Figure 4. Decreased IRF4 expression in cDC2s promotes pro-Th17 phenotype.
(A) IRF4 expression in the Irf4i cDC2s treated with or without doxycycline (Dox, 200 ng/ml) for 16 hr. (B–D) IL-17A, IL-5 and IFN-γ levels and (E) T cell lineage commitment factors from the re-stimulated OT-II cells co-cultured with cDC2s from WT and Irf4i mice under the conditions described above. (F) IL-17A levels from anti-CD3/28 Ab-stimulated OT-II cells co-cultured with IRF4ΔCD11c cDC2s. (G) IL-1β and (H) IL-6 level in WT and IrfΔCD11c cDC2s after treatment of CPT or Curdlan for 24 hr. Data are representative of three independent experiments; *p<0.05, **p<0.01. (I) A schematic diagram of Th2 inhibition and pro-Th17 induction by PRR-independent and -dependent signals.
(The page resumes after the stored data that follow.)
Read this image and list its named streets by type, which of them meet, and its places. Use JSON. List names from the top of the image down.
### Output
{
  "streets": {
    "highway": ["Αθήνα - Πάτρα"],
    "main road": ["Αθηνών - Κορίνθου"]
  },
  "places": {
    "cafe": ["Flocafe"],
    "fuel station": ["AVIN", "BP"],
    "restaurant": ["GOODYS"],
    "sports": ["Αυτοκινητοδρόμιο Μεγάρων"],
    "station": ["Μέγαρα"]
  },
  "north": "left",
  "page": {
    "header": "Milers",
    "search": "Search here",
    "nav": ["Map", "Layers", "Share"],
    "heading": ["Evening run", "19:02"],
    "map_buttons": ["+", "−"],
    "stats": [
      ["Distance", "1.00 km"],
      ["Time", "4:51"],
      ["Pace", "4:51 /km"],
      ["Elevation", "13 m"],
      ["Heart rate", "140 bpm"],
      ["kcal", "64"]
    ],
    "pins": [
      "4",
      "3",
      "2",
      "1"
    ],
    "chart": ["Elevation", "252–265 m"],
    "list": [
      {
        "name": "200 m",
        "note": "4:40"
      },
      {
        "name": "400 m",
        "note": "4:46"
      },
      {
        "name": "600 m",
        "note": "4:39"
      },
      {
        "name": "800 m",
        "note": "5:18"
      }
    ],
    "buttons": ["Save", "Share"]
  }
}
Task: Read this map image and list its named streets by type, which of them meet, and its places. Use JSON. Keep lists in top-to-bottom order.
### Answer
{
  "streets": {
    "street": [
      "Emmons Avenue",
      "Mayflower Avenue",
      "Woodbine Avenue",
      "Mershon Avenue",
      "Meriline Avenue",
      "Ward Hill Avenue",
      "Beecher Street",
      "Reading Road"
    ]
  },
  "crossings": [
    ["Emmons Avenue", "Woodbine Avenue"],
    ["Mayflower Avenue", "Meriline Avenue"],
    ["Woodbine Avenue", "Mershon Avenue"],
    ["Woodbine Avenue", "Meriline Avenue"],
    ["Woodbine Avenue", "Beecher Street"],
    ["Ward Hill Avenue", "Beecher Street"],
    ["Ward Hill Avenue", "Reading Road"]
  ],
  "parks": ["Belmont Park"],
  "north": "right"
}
Figure 4—figure supplement 1. Decreased IRF4 expression in BM-APCs promotes pro-Th17 phenotype and sustained IRF4 expression blocks cAMP-induced Th17 bias.
(A) IRF4 expression in the WT and Irf4i BM-APCs treated with or without doxycycline (Dox, 200 ng/ml) for 16 hr. After the Dox treatment cells were washed and treated with CPT (50 μM) for 48 hr. (B, C) IL-17A and IL-5 levels from the re-stimulated OT-II cells co-cultured with BM-APCs from WT and Irf4i mice under the conditions described above. Data are mean ± s.e.m, n = 3 in each group; *p<0.05, # p<0.05 compared to WT untreated.
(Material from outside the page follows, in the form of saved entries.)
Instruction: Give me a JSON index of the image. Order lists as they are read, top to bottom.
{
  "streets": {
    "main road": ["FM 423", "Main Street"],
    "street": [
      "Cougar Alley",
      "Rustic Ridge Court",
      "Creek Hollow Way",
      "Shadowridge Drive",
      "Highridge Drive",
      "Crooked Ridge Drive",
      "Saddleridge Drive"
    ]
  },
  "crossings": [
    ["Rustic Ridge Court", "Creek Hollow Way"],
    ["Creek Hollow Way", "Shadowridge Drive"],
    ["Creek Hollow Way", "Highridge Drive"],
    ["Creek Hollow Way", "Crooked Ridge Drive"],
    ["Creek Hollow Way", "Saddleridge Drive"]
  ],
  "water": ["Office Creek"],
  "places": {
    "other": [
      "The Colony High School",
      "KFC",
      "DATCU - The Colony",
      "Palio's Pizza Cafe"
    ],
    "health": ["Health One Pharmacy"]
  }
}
Figure 4—figure supplement 2. Loss of IRF5 in cDC2s inhibited CPT induced pro-Th17 phenotype.
(A) IL-17A levels from anti-CD3/28 Ab-stimulated OT-II cells co-cultured with CPT-treated cDC2s from WT and Irf5-/- mice. (B) QPCR of TFs in CPT-treated WT and Irf5-/- cDC2s. Data are representative of three independent experiments; *p<0.05.